Wednesday, February 6, 2013

Illinois VII

Just a few feet from the Morgan County Vietnam Memorial in Nichols Park is a POW/MIA memorial. It is elegant in its simplicity. No names are recorded here and it is not specific to any war. What makes it particularly interesting to me is that it is the result of an Eagle Scouts desire to honor those still unaccounted for. There are approximately 88,000 MIAs from WWII to the present and when I was in Alabama a couple of years ago, I read that there are 188,00 MIAs from all of our history. I do not know if that is accurate, but I don't think the total number is what is important. What is important is that we remember these and consider the fact that there will always be those who are lost and never accounted for in any war. And we should remember it the most as we deciding to send our men and women into harms way, again.

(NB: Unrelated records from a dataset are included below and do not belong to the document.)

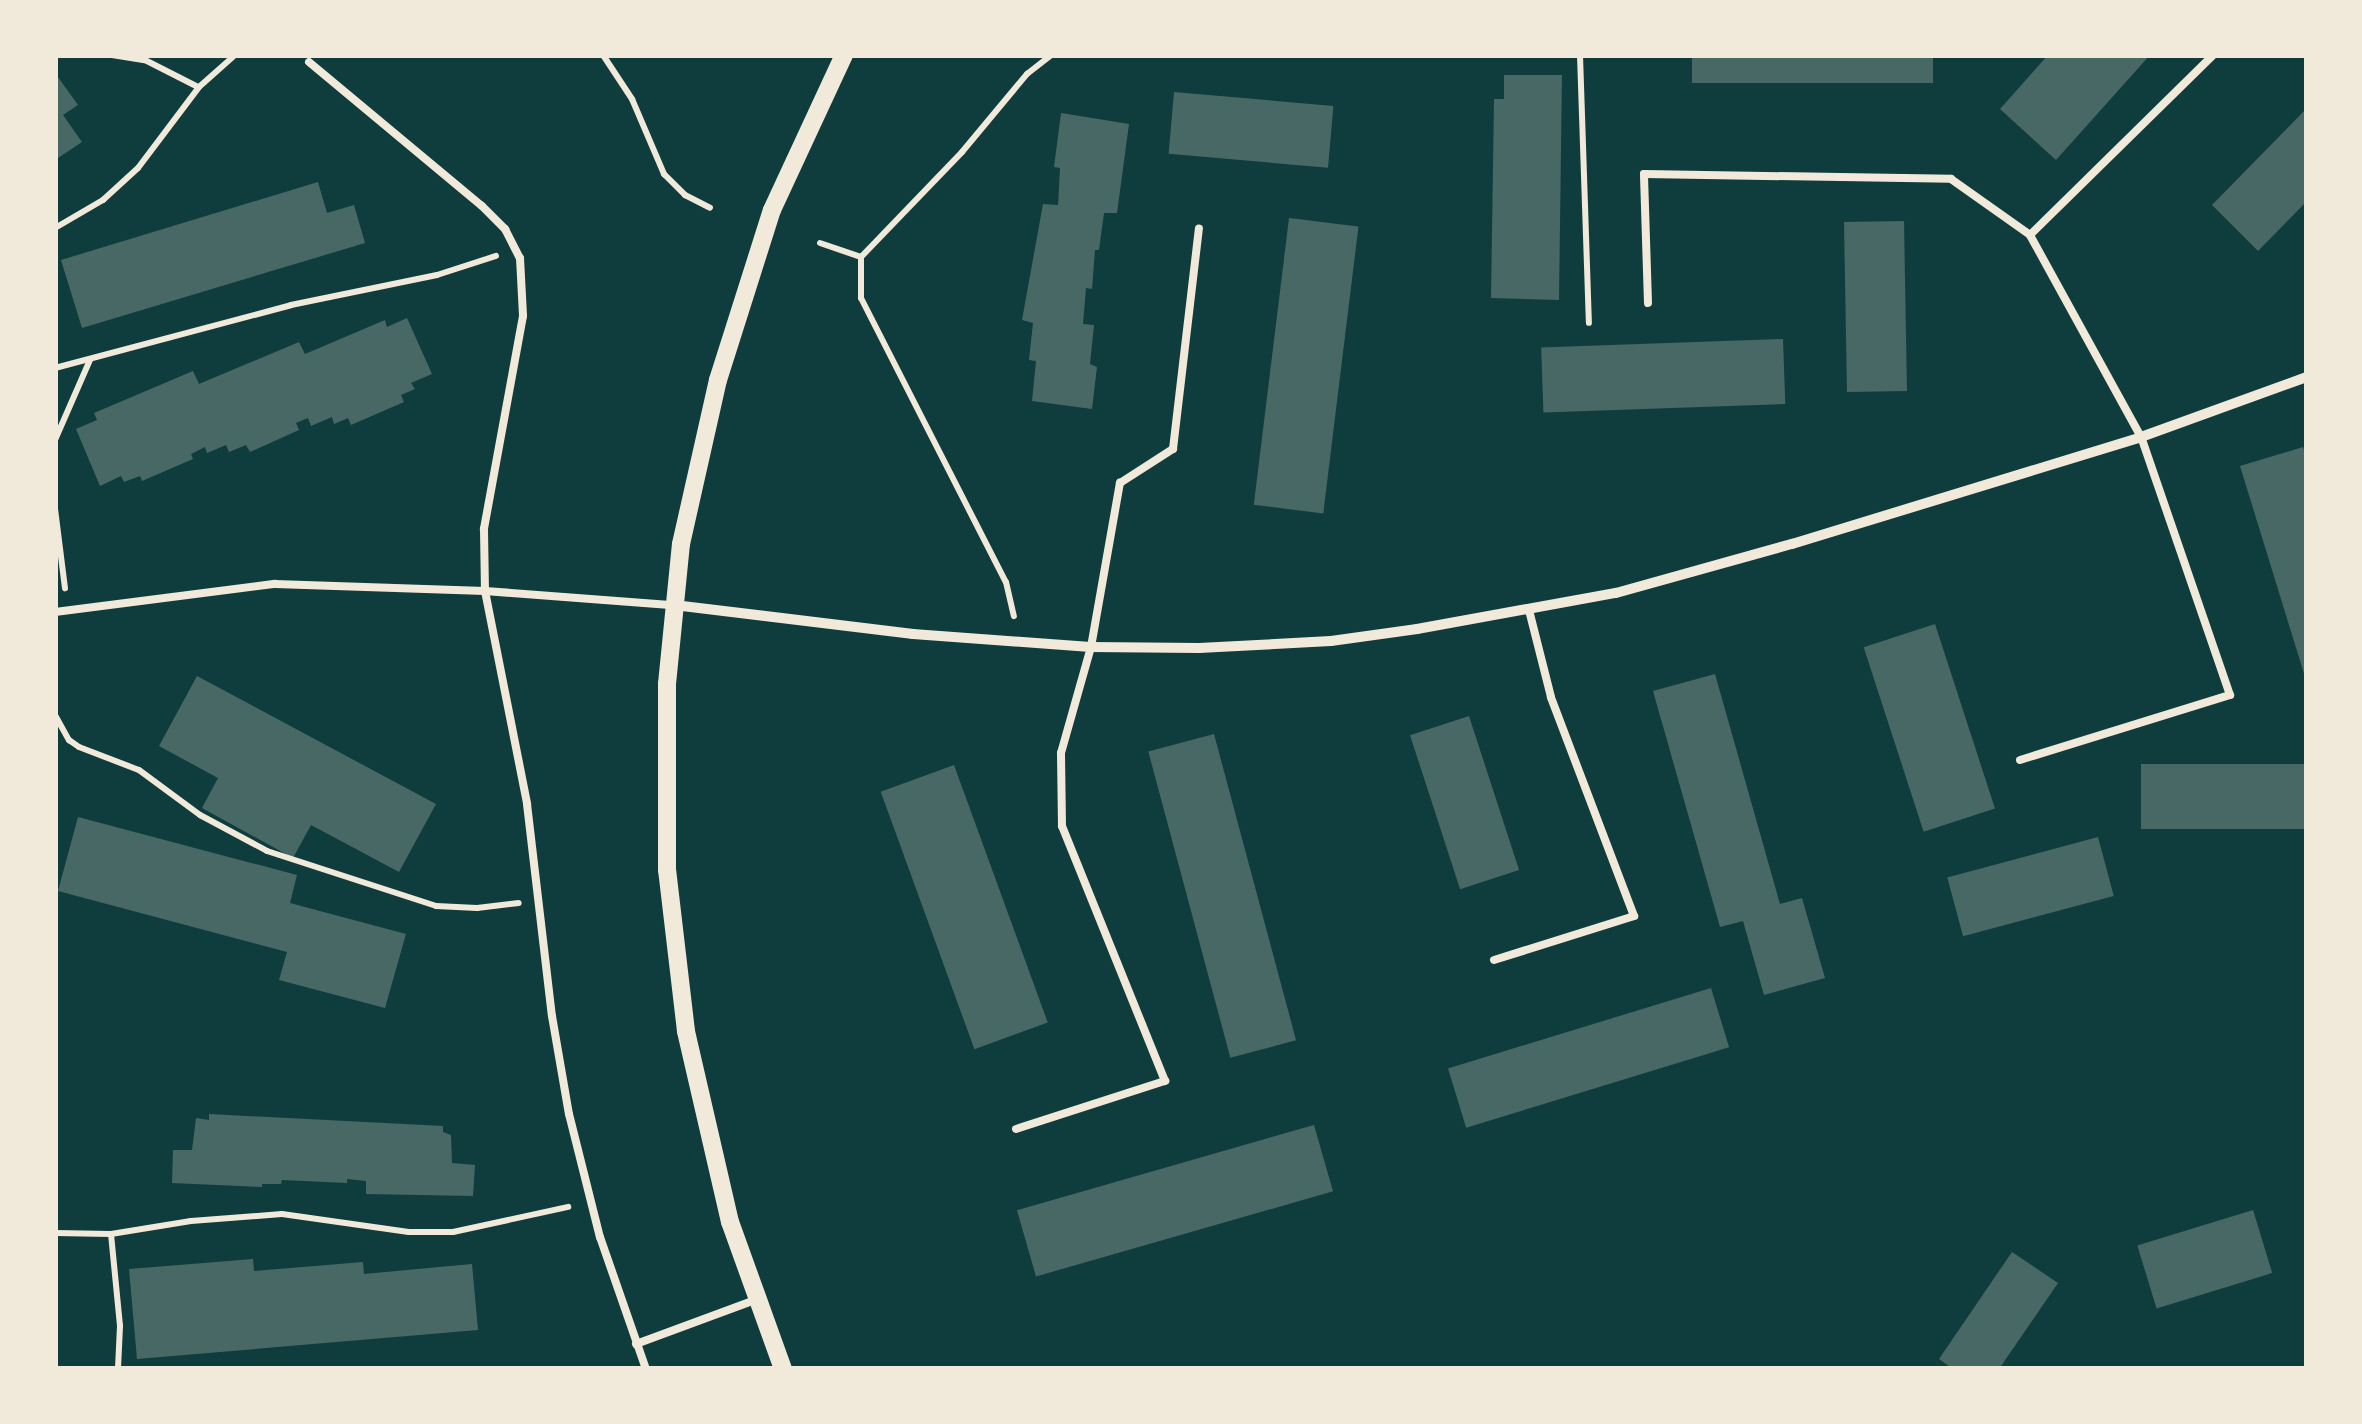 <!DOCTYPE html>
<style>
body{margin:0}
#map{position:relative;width:2362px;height:1424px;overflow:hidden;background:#0f3d3e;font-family:Manrope,sans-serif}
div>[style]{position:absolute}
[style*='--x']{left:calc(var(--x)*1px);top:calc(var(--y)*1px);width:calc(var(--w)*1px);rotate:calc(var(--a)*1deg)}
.building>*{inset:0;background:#486865;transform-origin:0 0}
.path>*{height:6px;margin:-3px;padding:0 3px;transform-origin:3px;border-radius:3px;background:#f1e9da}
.service>*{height:8px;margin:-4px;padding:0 4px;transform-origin:4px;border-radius:4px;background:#f1e9da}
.minor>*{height:10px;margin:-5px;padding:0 5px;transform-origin:5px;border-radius:5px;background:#f1e9da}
.tertiary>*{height:18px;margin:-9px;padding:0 9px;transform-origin:9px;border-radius:9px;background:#f1e9da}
span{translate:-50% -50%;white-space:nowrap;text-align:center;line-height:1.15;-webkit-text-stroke:9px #f1e9da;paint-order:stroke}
.frame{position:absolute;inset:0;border:58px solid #f1e9da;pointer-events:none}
</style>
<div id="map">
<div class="building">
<i style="left:1692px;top:55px;width:241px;height:28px"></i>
<i style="clip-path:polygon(2048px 55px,2150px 55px,2056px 160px,2000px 109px)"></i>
<i style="clip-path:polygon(55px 73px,78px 105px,63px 115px,82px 142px,55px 160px)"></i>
<i style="clip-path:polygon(1504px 75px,1562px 75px,1559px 300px,1491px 298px,1494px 99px,1504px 99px)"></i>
<i style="left:1174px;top:92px;width:160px;height:62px;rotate:5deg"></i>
<i style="clip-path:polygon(2307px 108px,2307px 201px,2258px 251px,2212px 205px)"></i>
<i style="clip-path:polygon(1061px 113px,1129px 124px,1117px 213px,1104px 213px,1099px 250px,1095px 250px,1092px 289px,1086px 288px,1083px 324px,1094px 325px,1090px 364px,1097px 367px,1092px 409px,1032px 401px,1036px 361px,1029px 360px,1033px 323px,1022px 320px,1043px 204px,1058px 205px,1060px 168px,1054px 167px)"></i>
<i style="clip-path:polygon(318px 182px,327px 213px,354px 205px,365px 243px,82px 328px,61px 260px)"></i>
<i style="left:1289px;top:218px;width:70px;height:289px;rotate:7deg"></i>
<i style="left:1904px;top:221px;width:170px;height:60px;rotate:89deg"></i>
<i style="clip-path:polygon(407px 318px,432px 374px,411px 383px,415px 389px,401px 395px,404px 402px,351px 425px,348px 418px,334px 424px,332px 417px,311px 426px,308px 418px,296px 423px,299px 430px,250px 452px,246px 445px,229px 452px,226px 445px,207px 453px,205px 447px,191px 454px,193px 459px,142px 481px,140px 476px,124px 482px,121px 476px,100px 486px,76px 429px,97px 420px,94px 413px,193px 371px,199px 384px,299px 342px,305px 354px,385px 320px,387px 327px)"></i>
<i style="left:1783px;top:339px;width:65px;height:242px;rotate:88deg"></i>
<i style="clip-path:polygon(2303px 447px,2307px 461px,2306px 680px,2240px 466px)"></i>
<i style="left:1935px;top:624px;width:194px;height:75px;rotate:72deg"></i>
<i style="clip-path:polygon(1715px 674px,1780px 904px,1802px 898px,1825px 978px,1764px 995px,1743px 921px,1720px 927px,1653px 691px)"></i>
<i style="clip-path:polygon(197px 676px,436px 804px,399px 872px,311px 825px,293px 858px,202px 808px,218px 778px,159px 746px)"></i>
<i style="left:1469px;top:716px;width:162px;height:62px;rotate:72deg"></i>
<i style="left:1214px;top:734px;width:317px;height:68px;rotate:75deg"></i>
<i style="left:2307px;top:764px;width:65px;height:166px;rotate:90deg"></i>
<i style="left:954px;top:765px;width:274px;height:78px;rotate:70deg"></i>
<i style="clip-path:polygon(78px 817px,297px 875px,290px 903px,406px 934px,385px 1008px,279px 980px,287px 952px,58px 891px)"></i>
<i style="left:2098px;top:837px;width:61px;height:156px;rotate:75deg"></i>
<i style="left:1711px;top:988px;width:62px;height:275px;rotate:73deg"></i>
<i style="clip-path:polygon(209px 1114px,443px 1126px,443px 1132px,451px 1135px,452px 1163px,475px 1165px,473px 1196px,366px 1194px,366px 1181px,347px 1179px,347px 1183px,282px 1180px,281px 1184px,262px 1184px,262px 1187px,172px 1183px,173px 1150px,192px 1150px,196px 1118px,209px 1120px)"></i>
<i style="left:1314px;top:1125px;width:69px;height:309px;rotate:74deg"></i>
<i style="left:2253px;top:1210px;width:66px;height:121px;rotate:73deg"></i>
<i style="clip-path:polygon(2012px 1252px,2058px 1283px,1999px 1369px,1953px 1369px,1939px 1359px)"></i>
<i style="clip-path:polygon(253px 1259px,254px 1271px,363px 1262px,364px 1274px,472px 1264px,478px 1330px,137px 1359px,129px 1269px)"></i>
</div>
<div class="path">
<i style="--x:55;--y:55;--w:2;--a:0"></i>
<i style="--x:112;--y:55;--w:33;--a:9"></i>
<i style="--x:145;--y:60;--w:59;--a:27"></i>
<i style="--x:603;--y:55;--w:53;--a:56.6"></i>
<i style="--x:632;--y:99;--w:82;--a:66.9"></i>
<i style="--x:664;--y:174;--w:30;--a:45"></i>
<i style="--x:685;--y:195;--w:28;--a:27"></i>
<i style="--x:1580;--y:55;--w:268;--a:88.1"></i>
<i style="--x:55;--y:228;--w:56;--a:-30.3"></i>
<i style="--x:103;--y:200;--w:47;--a:-42.4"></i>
<i style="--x:138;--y:168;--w:101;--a:-53"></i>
<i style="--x:199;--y:87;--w:48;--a:-41.6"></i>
<i style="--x:820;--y:243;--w:43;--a:18.9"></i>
<i style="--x:861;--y:257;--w:41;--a:90"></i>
<i style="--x:861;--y:298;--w:319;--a:63"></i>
<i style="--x:1006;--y:582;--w:35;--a:77"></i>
<i style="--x:861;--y:257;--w:146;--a:-46.1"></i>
<i style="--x:962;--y:152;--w:102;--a:-50.2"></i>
<i style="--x:1027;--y:74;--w:31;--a:-38"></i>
<i style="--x:55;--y:368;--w:244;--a:-14.9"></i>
<i style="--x:291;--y:305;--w:149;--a:-11.6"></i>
<i style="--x:437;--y:275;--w:62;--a:-17.9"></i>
<i style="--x:55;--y:440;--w:87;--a:-66.4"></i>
<i style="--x:55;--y:509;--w:80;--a:82.8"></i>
<i style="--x:55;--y:715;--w:29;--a:61"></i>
<i style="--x:69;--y:740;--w:12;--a:35"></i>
<i style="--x:79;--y:747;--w:64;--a:21"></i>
<i style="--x:139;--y:770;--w:76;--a:36.4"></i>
<i style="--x:200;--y:815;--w:76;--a:28.2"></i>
<i style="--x:267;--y:851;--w:178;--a:18"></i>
<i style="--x:436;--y:906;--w:41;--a:2.8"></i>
<i style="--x:477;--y:908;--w:42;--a:-6.8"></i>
<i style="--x:55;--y:1233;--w:56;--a:1"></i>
<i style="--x:111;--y:1234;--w:81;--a:-9.2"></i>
<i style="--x:191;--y:1221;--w:91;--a:-4.4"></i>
<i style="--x:282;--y:1214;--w:128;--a:8.1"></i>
<i style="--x:409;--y:1232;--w:44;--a:0"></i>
<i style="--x:453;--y:1232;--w:118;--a:-12.3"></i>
<i style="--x:111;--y:1234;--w:92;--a:84.4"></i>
<i style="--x:120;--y:1326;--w:43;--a:92.7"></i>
</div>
<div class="service">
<i style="--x:309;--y:62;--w:225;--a:39.8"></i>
<i style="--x:482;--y:206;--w:33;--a:45"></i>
<i style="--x:505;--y:229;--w:33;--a:63"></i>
<i style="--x:520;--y:258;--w:58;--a:87"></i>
<i style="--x:523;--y:316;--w:217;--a:100.4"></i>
<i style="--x:484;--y:529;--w:62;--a:89.1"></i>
<i style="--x:485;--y:591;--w:217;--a:78.8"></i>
<i style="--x:527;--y:804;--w:213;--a:83.3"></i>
<i style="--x:552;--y:1016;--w:99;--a:80.2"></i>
<i style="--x:569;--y:1114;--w:127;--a:75.9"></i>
<i style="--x:600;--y:1237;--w:140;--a:70.8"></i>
<i style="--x:1648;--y:303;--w:129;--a:-91.8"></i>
<i style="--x:1644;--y:174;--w:307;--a:0.9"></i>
<i style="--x:1951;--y:179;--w:97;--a:35.3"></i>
<i style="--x:2030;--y:235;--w:257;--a:-44.5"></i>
<i style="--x:55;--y:612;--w:222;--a:-7.3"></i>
<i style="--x:275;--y:584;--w:210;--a:1.9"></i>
<i style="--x:485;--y:591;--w:189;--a:4.3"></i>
<i style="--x:2020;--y:760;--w:220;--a:-17.2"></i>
<i style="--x:2230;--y:695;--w:273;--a:-109"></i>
<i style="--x:2141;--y:437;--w:230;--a:-118.8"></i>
<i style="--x:1494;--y:960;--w:147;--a:-17.4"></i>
<i style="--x:1634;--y:916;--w:234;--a:-110.8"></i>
<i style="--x:1551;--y:697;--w:90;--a:-104.2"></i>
<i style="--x:1016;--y:1129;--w:157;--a:-17.9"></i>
<i style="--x:1165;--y:1081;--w:275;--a:-112"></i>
<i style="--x:1062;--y:826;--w:73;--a:-90.8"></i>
<i style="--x:1061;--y:753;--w:110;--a:-74.2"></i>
<i style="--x:1091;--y:647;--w:167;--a:-80"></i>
<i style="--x:1120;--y:483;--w:63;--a:-32.7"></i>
<i style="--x:1173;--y:449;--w:222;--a:-83.3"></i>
<i style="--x:636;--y:1344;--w:127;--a:-20.3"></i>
</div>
<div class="minor">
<i style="--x:674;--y:605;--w:241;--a:6.9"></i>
<i style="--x:913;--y:634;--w:178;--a:4.2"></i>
<i style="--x:1091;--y:647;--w:108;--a:0.5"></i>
<i style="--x:1199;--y:648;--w:132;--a:-3"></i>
<i style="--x:1331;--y:641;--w:87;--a:-7.9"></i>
<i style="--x:1417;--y:629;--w:202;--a:-10.3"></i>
<i style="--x:1616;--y:593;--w:183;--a:-15.6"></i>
<i style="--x:1792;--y:544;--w:365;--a:-17"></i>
<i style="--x:2141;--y:437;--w:177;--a:-19.9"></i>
</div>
<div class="tertiary">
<i style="--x:783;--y:1369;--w:156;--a:-109.8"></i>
<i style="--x:730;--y:1222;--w:196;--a:-103"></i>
<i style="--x:686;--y:1031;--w:162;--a:-96.7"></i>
<i style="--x:667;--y:870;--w:186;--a:-90"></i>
<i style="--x:667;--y:684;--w:141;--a:-84.3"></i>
<i style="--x:681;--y:544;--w:168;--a:-77.3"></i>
<i style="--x:718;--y:380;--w:178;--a:-72.4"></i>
<i style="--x:772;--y:210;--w:171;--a:-65.1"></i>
</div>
<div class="frame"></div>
</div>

I am trying to track down the young man who is behind this memorial. If I reach him, I will update with any new and interesting information.

Update. I spoke to the young mans father today and he explained that his son was part of the actual project construction. He was only 14 at the time but was allowed to participate in a number of the activities necessary to ready and complete the memorial. His father promised to have him get in touch. If this happens prior to this posting I will include and new, pertinent, or interesting material here.

Update II. I had a very nice conversation with the young man who was instrumental in the placing of this memorial. Now, 24, he was a 14 year old seeking his Eagle Scout status. He approached the Parks and Lakes committee of Jacksonville and they told him they wanted a POW/MIA memorial for the park. An Eagle Scout project requires that the candidate demonstrate Leadership skills and be responsible for the planning and implementation of the project. He told me that he still has a book filled with documentation on items like the planning, hours worked by those building the project and other numerous details. He told me that the fund raising for the project was more than successful and they were able to create a fund for perpetual care of the site, in addition to the addition of the flags and lights at a time after the actual dedication of the memorial. Funding came from a variety of veteran's groups, individuals and others. He served on the committee that saw the project through from inception to completion and that he is very pleased with the results. He is now living in Chicago after completing college there.On behalf of Vietnam vets and all vets everywhere, I thank him for his involvement, determination and compassion.

1 comment:

  1. What an amazing young man! I am so glad you got to speak to him. And how nice for him to know that his project does, indeed, touch people - and that those lost are not forgotten - ever.